Morning Ethics Warm-Up, 8/31/2021: Good Morning, Even Though It’s Not Really Such A Good Morning…

Turner Classic Movies will be running “Singin’ in the Rain” again this coming Saturday at 6 pm E.S.T. It always cheers me up. Incredibly, the film now generally regarded as the best original Hollywood musical ever made (I’d rank “Mary Poppins” and “Swingtime” next) didn’t even warrant an Academy Award nomination in 1952, and the other all-time classic in that year’s Oscar race, “High Noon,” was nominated but didn’t win. The Best Picture winner was Cecil B. DeMille’s “The Greatest Show on Earth,” which has been mocked by film critics ever since. I just watched that film again: it must have been stunning on the big screen. TV doesn’t do it justice, and with the demise of big circuses, it’s also an amazing historical artifact. The movie isn’t art, like “High Noon,” and it’s not as entertaining a Gene, Donald and Debbie, but we will never see the like of “The Greatest Show on Earth,” the movie or the Ringling Bros. Barnum and Bailey Circus again. I’m grateful to C.B. for making it. (And that train wreck is amazing!)

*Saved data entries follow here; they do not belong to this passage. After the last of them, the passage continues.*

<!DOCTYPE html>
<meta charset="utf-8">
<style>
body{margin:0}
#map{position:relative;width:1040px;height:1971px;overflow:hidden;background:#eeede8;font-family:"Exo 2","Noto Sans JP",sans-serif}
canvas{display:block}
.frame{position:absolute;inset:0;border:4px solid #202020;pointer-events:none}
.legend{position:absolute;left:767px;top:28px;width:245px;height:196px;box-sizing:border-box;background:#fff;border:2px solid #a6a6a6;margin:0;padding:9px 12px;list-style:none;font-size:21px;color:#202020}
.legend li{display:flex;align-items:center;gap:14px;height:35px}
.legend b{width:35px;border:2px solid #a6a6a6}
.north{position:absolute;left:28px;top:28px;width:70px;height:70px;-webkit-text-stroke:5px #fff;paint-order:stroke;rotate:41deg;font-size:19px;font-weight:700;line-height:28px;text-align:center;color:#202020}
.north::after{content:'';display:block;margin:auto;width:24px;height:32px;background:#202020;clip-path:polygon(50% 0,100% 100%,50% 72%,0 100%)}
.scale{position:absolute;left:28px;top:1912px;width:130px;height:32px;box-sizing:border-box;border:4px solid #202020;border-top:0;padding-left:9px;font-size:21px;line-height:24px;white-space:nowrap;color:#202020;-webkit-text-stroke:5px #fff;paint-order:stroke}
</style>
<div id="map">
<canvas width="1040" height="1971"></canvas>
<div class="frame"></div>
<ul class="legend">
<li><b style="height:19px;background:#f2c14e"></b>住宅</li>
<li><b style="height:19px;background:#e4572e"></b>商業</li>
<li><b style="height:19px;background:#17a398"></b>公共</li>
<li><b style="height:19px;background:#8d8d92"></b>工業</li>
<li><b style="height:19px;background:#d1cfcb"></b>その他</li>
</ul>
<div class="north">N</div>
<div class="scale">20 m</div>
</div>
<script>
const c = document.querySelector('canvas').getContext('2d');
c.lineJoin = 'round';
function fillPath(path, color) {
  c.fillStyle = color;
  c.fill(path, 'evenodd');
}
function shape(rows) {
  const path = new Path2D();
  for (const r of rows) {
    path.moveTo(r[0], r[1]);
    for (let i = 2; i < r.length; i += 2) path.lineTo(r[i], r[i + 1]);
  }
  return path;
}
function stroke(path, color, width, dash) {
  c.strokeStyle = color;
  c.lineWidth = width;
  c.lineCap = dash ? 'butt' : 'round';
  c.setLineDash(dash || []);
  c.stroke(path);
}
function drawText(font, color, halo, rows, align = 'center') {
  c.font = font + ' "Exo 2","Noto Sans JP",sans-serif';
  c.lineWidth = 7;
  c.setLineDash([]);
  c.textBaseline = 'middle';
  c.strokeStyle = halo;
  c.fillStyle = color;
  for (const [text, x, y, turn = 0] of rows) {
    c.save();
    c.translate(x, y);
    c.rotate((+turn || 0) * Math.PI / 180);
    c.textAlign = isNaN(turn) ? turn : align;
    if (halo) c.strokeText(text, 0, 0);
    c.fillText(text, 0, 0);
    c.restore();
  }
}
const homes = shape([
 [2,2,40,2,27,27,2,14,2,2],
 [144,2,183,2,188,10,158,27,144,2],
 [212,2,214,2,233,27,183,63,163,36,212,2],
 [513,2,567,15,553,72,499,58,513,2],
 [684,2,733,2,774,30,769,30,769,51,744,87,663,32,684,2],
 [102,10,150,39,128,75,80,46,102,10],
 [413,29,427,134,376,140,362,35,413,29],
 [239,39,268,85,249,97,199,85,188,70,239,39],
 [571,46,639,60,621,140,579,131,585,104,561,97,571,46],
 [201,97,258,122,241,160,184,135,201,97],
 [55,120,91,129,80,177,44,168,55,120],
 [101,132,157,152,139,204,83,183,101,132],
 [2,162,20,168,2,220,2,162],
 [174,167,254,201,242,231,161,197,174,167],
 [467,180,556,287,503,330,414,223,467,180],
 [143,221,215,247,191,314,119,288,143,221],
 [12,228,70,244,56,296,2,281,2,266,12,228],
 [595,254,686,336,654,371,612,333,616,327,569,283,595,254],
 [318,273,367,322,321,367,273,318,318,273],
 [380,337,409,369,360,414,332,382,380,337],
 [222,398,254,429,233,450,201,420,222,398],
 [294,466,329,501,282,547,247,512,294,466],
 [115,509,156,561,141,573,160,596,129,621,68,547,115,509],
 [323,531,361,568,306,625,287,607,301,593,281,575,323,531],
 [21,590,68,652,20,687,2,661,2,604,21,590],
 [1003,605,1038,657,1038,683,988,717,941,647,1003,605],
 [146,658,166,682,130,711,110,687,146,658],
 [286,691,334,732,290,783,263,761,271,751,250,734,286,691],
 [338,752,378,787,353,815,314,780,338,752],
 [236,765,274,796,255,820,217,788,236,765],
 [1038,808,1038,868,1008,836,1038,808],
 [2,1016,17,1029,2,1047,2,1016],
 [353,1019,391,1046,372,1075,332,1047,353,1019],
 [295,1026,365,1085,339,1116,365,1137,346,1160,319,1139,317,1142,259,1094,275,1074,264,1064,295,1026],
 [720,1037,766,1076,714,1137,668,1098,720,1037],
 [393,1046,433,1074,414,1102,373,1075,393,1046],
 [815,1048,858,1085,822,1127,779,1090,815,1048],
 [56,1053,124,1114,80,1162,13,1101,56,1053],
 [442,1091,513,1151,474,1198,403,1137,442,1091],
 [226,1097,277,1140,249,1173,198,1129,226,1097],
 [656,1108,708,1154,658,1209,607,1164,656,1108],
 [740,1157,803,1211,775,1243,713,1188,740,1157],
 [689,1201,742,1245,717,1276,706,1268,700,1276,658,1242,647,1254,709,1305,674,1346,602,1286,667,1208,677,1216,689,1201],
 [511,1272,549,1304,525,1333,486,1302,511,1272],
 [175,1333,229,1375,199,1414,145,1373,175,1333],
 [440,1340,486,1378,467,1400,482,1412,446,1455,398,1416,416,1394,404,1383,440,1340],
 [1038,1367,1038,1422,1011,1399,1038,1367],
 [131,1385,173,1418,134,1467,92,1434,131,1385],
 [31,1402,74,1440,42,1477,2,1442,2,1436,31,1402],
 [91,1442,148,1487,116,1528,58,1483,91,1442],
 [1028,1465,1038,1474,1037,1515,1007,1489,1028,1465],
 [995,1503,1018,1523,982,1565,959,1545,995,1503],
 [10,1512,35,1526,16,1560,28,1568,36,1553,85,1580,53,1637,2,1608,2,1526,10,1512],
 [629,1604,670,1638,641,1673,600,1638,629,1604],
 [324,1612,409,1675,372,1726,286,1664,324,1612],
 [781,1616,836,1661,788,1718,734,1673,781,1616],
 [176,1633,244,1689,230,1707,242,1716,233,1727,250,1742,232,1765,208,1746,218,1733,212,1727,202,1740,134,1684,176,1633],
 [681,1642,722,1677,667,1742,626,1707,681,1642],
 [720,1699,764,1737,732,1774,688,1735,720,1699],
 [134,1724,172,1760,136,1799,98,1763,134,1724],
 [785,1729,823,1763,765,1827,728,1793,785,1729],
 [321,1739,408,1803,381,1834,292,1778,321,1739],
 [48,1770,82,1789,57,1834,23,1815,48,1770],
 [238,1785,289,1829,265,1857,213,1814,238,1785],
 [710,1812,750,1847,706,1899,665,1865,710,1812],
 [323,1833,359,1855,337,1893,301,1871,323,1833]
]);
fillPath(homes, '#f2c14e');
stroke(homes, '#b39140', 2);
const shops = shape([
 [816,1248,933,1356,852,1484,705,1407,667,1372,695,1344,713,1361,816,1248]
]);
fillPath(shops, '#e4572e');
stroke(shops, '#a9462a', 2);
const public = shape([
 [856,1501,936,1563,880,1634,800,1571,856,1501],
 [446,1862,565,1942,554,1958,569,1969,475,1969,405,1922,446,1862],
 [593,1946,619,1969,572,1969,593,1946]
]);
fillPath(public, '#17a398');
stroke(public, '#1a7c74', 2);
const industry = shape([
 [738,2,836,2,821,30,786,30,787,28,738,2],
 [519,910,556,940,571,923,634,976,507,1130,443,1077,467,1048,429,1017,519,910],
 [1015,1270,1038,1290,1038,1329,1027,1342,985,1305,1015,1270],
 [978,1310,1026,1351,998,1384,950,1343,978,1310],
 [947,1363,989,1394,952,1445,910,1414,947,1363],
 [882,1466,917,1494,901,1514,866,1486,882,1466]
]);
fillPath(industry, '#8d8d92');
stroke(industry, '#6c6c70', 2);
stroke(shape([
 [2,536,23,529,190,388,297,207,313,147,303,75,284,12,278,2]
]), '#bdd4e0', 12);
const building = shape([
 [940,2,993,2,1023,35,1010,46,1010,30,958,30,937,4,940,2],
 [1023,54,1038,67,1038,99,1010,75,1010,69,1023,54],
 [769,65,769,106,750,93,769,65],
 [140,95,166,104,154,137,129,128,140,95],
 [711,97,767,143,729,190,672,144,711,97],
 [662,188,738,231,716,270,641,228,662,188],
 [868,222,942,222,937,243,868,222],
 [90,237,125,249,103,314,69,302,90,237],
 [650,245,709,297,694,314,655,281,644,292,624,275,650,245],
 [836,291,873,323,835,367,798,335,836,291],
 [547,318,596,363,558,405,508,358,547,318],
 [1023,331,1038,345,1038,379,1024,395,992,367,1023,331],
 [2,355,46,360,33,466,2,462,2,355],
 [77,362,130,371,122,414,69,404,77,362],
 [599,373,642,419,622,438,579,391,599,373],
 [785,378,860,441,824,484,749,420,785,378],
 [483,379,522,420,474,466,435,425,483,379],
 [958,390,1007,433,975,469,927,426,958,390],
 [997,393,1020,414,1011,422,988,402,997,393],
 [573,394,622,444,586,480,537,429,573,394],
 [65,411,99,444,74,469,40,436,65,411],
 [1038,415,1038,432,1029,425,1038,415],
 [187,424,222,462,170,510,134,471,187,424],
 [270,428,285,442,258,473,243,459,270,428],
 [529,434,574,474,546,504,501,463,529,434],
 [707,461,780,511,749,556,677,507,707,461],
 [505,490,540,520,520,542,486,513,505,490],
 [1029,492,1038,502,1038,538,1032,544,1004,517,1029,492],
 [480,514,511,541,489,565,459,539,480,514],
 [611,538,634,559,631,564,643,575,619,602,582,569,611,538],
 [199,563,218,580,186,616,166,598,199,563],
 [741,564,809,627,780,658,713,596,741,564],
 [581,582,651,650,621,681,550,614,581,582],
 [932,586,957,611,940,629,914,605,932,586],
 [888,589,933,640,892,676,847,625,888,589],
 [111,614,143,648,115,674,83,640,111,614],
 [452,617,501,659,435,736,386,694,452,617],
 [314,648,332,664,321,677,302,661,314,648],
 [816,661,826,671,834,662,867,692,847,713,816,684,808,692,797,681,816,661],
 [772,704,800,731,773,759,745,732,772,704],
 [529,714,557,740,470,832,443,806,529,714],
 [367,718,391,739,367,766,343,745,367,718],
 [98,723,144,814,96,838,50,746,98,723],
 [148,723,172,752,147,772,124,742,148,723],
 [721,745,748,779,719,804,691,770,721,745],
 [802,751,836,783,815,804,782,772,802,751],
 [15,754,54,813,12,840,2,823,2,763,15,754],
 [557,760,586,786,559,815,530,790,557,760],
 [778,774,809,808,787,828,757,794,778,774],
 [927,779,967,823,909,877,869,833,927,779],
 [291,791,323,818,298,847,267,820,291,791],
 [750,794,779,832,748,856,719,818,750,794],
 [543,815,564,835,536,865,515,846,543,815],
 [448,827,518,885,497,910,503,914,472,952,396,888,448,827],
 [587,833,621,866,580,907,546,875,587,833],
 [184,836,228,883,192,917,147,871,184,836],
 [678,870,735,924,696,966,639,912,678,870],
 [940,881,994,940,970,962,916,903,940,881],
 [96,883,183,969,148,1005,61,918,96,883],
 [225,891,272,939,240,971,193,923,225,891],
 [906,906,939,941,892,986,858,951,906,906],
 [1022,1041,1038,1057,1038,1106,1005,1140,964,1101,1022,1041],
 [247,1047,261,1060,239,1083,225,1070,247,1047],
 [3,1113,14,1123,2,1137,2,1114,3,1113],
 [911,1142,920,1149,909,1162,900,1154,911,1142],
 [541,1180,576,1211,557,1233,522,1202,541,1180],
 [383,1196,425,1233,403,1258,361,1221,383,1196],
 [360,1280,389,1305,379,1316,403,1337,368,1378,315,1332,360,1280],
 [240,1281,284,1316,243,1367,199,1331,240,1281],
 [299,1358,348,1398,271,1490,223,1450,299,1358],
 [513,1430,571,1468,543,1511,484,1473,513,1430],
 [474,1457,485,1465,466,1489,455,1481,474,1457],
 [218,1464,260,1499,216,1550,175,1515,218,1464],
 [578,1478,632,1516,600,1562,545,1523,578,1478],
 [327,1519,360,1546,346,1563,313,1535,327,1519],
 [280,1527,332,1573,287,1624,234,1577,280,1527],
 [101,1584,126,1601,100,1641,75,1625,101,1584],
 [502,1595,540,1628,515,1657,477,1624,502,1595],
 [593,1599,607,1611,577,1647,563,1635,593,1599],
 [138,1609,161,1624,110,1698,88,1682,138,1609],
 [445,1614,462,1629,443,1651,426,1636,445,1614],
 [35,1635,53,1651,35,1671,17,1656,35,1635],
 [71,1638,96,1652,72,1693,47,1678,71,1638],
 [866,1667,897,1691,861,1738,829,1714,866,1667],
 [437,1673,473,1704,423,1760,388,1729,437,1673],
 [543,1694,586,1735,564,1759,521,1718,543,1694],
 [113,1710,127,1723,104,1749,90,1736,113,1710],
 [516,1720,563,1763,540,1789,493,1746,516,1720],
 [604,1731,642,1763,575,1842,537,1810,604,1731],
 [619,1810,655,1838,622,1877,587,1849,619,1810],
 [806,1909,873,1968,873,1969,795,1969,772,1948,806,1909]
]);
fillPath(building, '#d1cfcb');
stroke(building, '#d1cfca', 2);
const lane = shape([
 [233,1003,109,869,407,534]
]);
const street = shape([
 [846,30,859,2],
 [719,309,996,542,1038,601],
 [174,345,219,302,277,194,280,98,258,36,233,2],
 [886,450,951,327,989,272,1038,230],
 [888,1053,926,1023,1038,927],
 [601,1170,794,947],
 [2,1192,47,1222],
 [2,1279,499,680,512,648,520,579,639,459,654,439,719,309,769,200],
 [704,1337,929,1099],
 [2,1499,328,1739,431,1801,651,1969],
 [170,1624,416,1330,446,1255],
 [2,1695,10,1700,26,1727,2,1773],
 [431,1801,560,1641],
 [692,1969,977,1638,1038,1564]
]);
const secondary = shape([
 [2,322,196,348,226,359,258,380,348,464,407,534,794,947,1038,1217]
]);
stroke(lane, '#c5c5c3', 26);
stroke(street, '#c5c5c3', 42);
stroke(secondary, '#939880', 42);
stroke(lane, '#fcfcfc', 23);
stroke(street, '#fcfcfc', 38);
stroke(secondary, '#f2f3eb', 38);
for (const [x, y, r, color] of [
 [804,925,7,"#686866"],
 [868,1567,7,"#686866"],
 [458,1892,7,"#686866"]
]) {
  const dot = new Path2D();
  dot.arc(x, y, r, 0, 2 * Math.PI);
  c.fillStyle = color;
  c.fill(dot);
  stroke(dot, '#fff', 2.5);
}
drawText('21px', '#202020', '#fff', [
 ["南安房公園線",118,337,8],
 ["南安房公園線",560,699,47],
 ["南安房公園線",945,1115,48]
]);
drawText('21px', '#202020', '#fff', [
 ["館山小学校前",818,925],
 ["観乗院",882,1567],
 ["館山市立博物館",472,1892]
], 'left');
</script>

1. Now he tells us? In her review of a new book about President Andrew Johnson, the New York Times’ Jennifer Szalai concludes,

“But when Johnson was eventually impeached, it wasn’t for his subversion of Reconstruction; it was for failing to obtain Congressional approval before he fired his secretary of war. The articles of impeachment were “dryly legalistic,” almost all of them focused on violations of the Tenure of Office Act, passed by Congress just the year before. Republicans were trying to portray Johnson as a lawbreaker while studiously avoiding the matter of race. This fixation on technicalities, Levine says, “allowed Congress to impeach Johnson not for doing harm to hundreds of thousands of Black people in the South but for firing a white man….The impeachers may have been trying to be pragmatic, but playing it safe didn’t work; Johnson prevailed by a single vote. As one of his biographers, Hans Trefousse, once put it: ‘If you impeach for reasons that are not the real reasons, you really can’t win.’”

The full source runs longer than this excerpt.